丸一年たった感慨に浸る暇もなく春休みの練習は急ピッチで進んでいった。昨年の川北たち同様に初々しい新入生たちが練習に参加し始め、人手の増加は助かったが指示出しの煩雑さに閉口した。去年、先輩たちもそうだったのかと納得もした。

新入部員は後の退部者を含め、前橋一中から高野昇、横田淳一朗、坂田和彦、亀倉康之、橋爪康之。前橋三中から逸見和哉。桂萱中から勝山均、植松隆、清水明。元総社中から根岸敦。東(アズマ)中から竹井克之。荒砥中から細野雅之。北橘中から大館勉。吉岡中から坂庭達也。伊勢崎から宮田雅人、近藤英明ら計16人余りであった。

▲昭和54年卒業の野球部。1学年下は前列、後列とも左3人

橋爪は年齢は川北たちと同じで、この年の秋からはマネージャーとなった。

桂萱中はこの代の中学校県大会優勝チームであった。ただ優勝投手、若井隆弘は前橋南高校(マエナンまたはミナミ)、4番の捕手、泉正雄は前橋工業高校(マエコウ)に入学した。

マエタカにとっては近年の好成績が大量入部を呼んだのかもしれない。亀倉、根岸、大舘、坂庭は中学野球未経験者。未経験者の入部は初めてで、受け入れ側に戸惑いがあった。

ちなみにスコアラーの後継者は橋爪であった。誰が書けるのかとなった際に、「あっ、書けますけど」と答えたのだった。後にマネージャーになった一つのきっかけでもあったかと思う。

以降、川北は試合に出場しないときは主に一塁ベースコーチとなった。理由は思いつかない。声が大きかったからかもしれない。

春休み中から練習試合は始まっていた。何といっても昨秋の県優勝チームである。それなりの警戒感をもって練習試合も申し込まれていたのだろうが、部員の肌感覚では「格好の自信付け相手」と思われているような気がしていた。

他校から見れば圧倒的な力強さもなく、「マエタカには勝てそうな気がする」であったろうし、また勝てば「県優勝を倒した!」となり、乗って行けることになる。

事実、練習試合は四つに組む展開がほとんどで楽なゲームは一つもなかった。

伝説の先輩の縁で練習試合

栃木県の野球強豪校、足利学園高校(現、白鴎大足利高校)とマエタカは当時よく練習試合をしていた。マエタカOB、正確にはマエチュウ(前橋中学校)OBの丸橋仁さんが永らく足利学園野球部に関わられていた縁と聞いていた。

丸橋さんは前橋中学校時代に甲子園に出場し、延長戦の記録となった静岡中学校(現静岡高校)との延長19回の死闘を投手として演じられた伝説の方であった。

▲伝説のナイン。

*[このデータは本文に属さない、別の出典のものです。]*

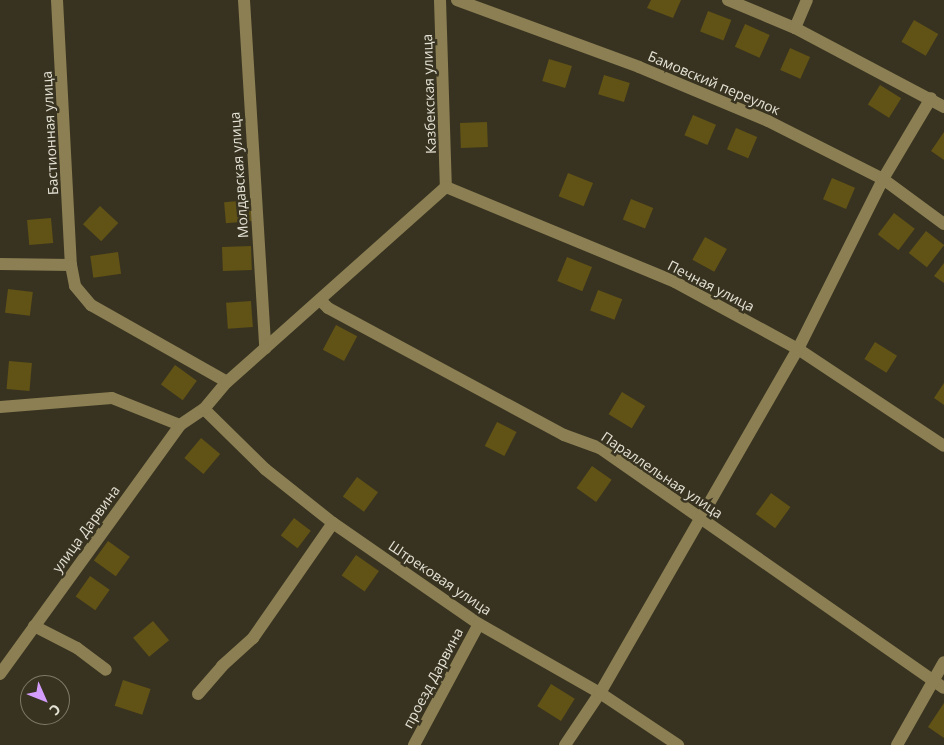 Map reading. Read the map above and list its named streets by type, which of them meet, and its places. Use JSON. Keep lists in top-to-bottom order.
{
  "streets": {
    "street": [
      "Бамовский переулок",
      "Казбекская улица",
      "Бастионная улица",
      "Молдавская улица",
      "Печная улица",
      "Параллельная улица",
      "улица Дарвина",
      "Штрековая улица",
      "проезд Дарвина"
    ]
  },
  "crossings": [
    ["Казбекская улица", "Печная улица"],
    ["Казбекская улица", "улица Дарвина"],
    ["Бастионная улица", "улица Дарвина"],
    ["Молдавская улица", "улица Дарвина"],
    ["Печная улица", "улица Дарвина"],
    ["Параллельная улица", "улица Дарвина"],
    ["улица Дарвина", "Штрековая улица"],
    ["Штрековая улица", "проезд Дарвина"]
  ],
  "north": "bottom right"
} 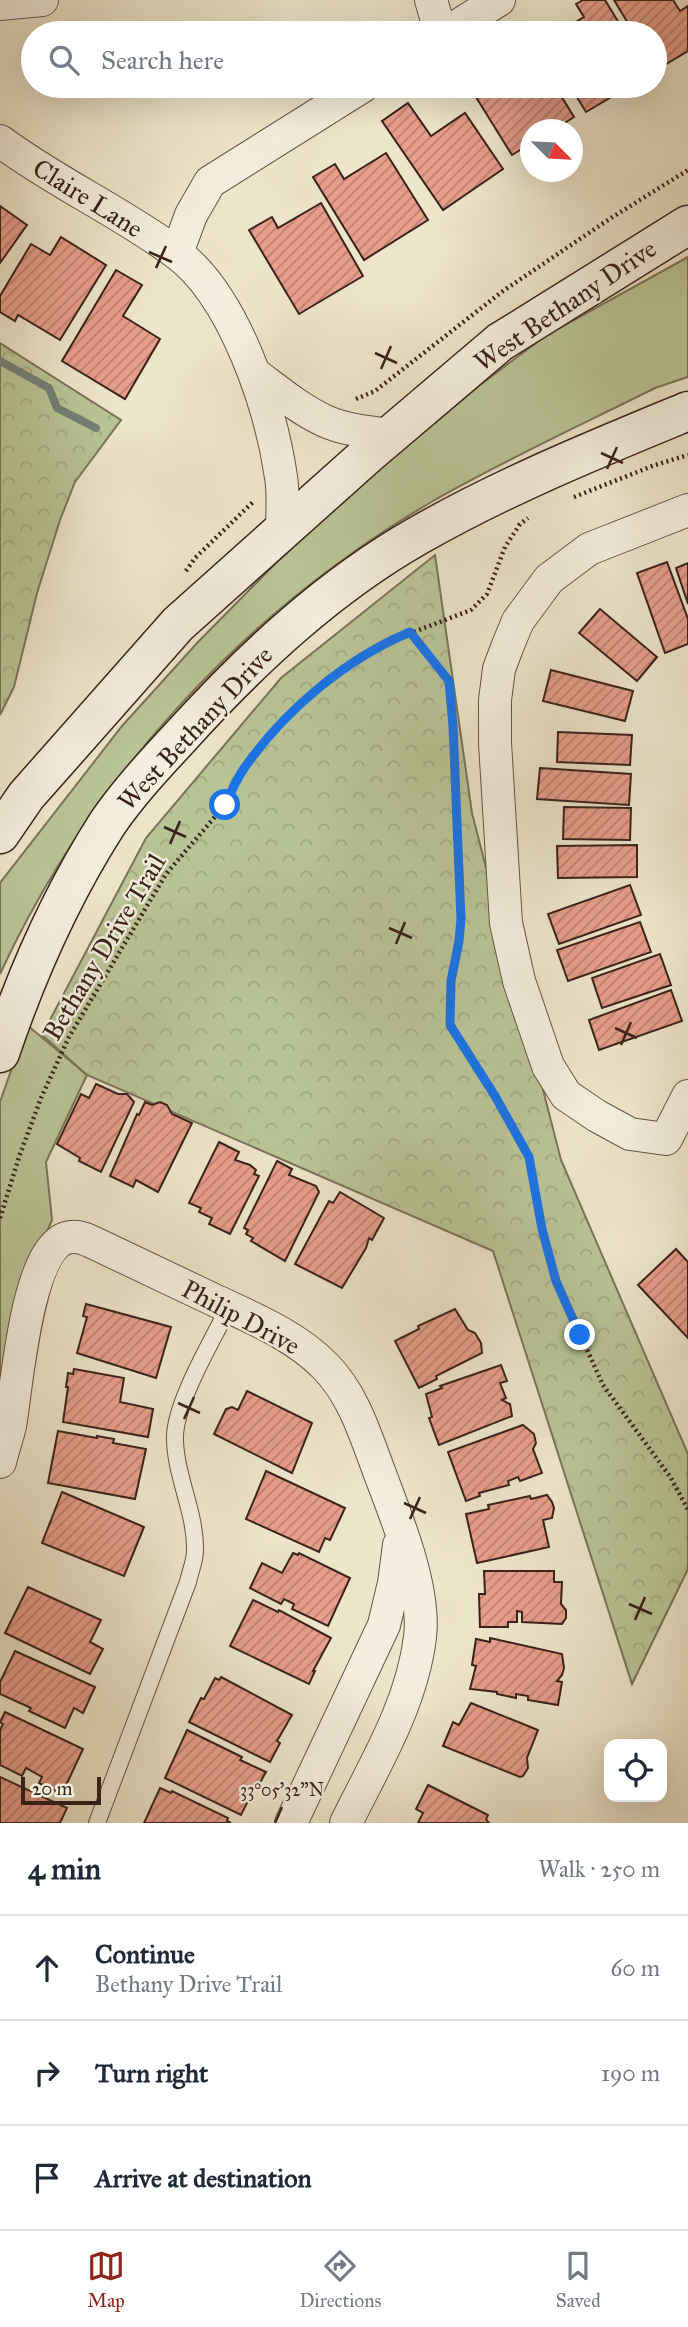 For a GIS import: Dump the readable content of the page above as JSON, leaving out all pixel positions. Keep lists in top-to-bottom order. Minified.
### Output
{"streets":{"main road":["West Bethany Drive"],"street":["Claire Lane","Philip Drive"],"path":["Bethany Drive Trail"]},"crossings":[["Claire Lane","West Bethany Drive"]],"scale_bar":"20 m","north":"bottom right","page":{"search":"Search here","scale":"20 m","heading":["4 min","Walk · 250 m"],"list":[["Continue","Bethany Drive Trail","60 m"],["Turn right","190 m"],"Arrive at destination"],"nav":["Map","Directions","Saved"]},"coordinates":["33°05'32\"N"]} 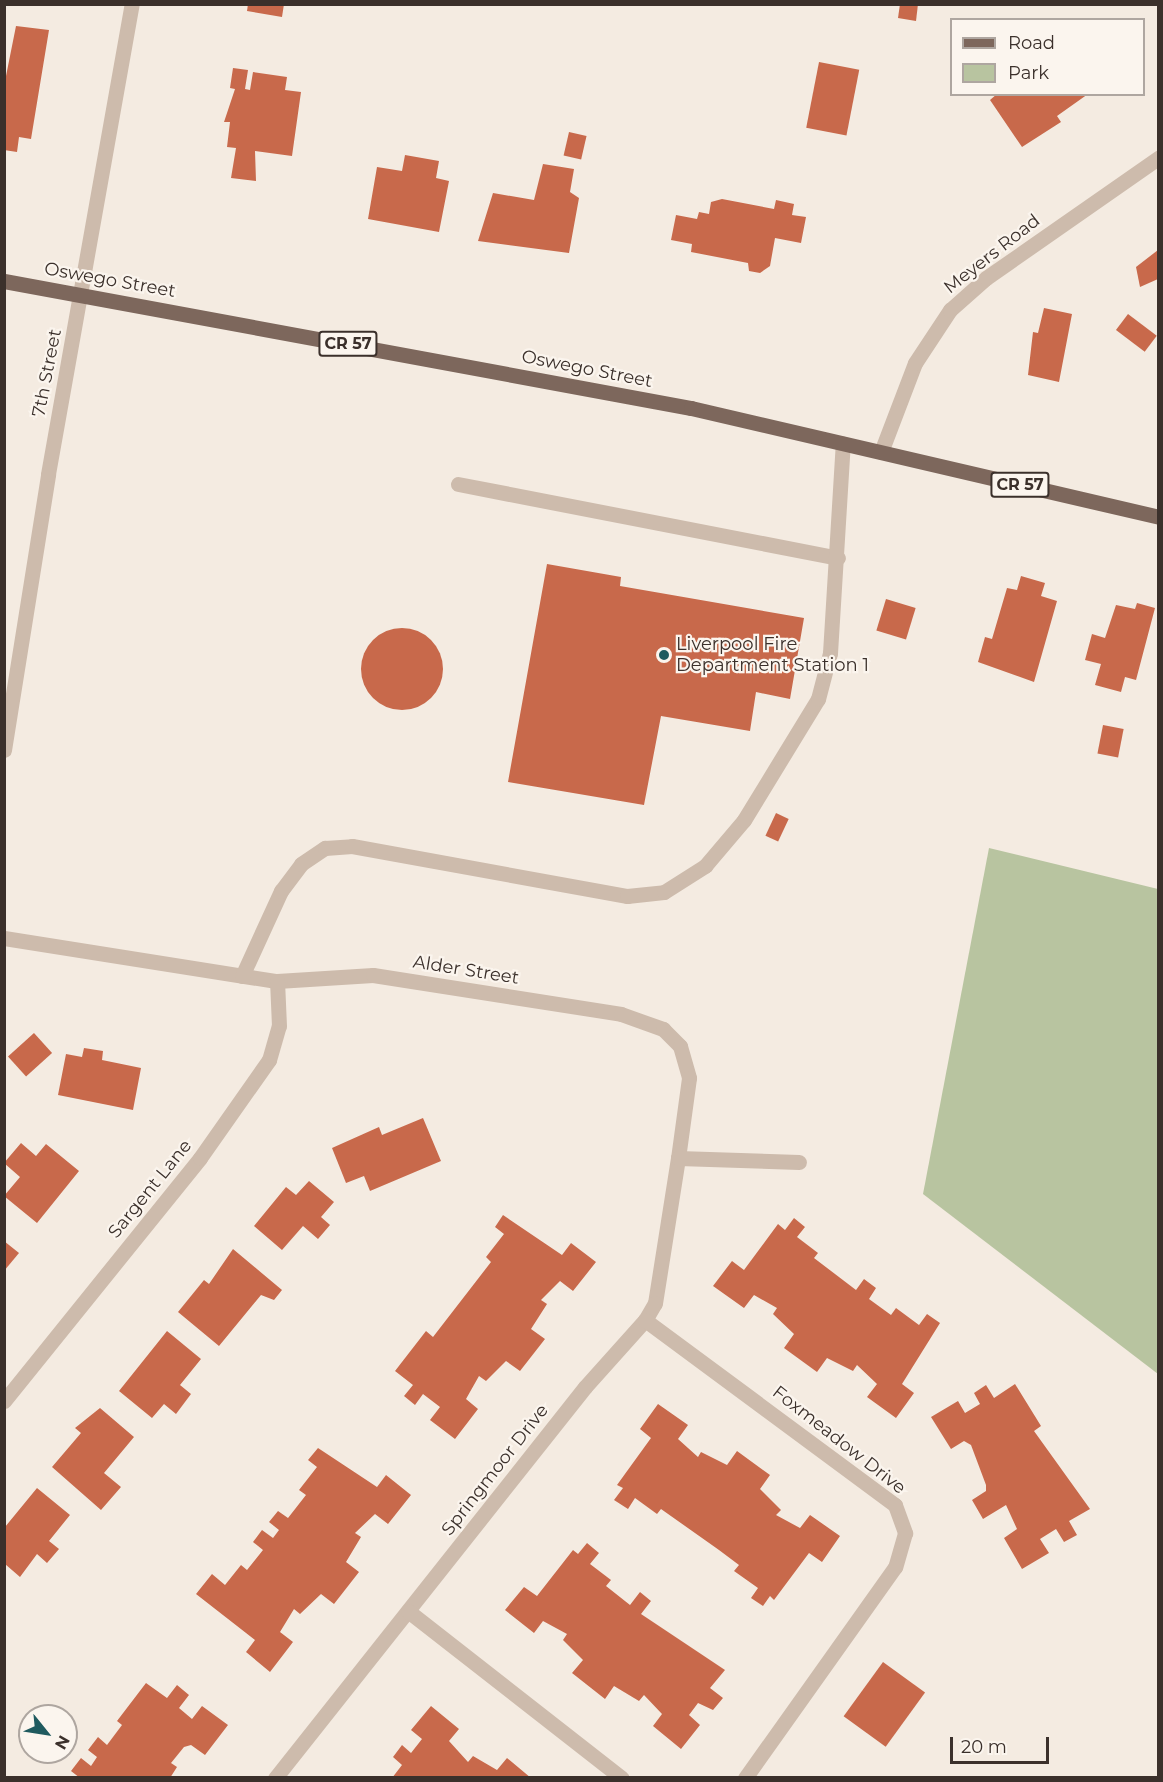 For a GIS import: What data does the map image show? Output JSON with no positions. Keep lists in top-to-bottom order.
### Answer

丸橋さんは2列目の真ん中

▲前橋中-静岡中の一戦。延長19回を示すスコアボード

この時、ご高齢ではあったがマエタカ部員の前で訓話もいただいた。大変申し訳ないことに訓話の内容は記憶にないが、我々の同級生、田口淳彦そっくりの丸顔でクリクリ光る純粋な目をされており、みなに伝えたいことが山ほどあると話す、純粋な野球への情熱と高校生野球部員に対する愛情に溢れた方であった。何事かを成し遂げる人の一途な情熱オーラをぎゅんぎゅんと感じた。

練習試合は緊迫した展開で、マエタカがリードしていたが終盤で追いつかれ、足利学園サイドは雰囲気も盛り上がってきていた。

「足利魂みせるぞ!」

「そうだよ、わざわざ来たんだからよ!」

攻守交替で守備位置に向かいながら足利学園高校の選手たちが気勢を上げあうほどであった。

それをマエタカの4番、ショート、安藤敏彦主将が粉砕した。

ランナーが1塁か2塁におり、安藤が放った打球が左中間を切り裂いてのサヨナラ勝ちであった。

後に安藤はこの時のことを自己陶酔気味に、「…行ってしまった俺の打球…だきゅう、きゅう、きゅう…」とセルフエコーにスローモーション動作付きで語ってくれていた。

何よりも格好よかったのは、サヨナラゲームとなって選手が試合終了の挨拶に並び始める中、セカンドベースあたりまで走った安藤が夕日を背に受けてゆっくりとした足取りで、終了挨拶列の主将の位置に収まるランニング所作であった。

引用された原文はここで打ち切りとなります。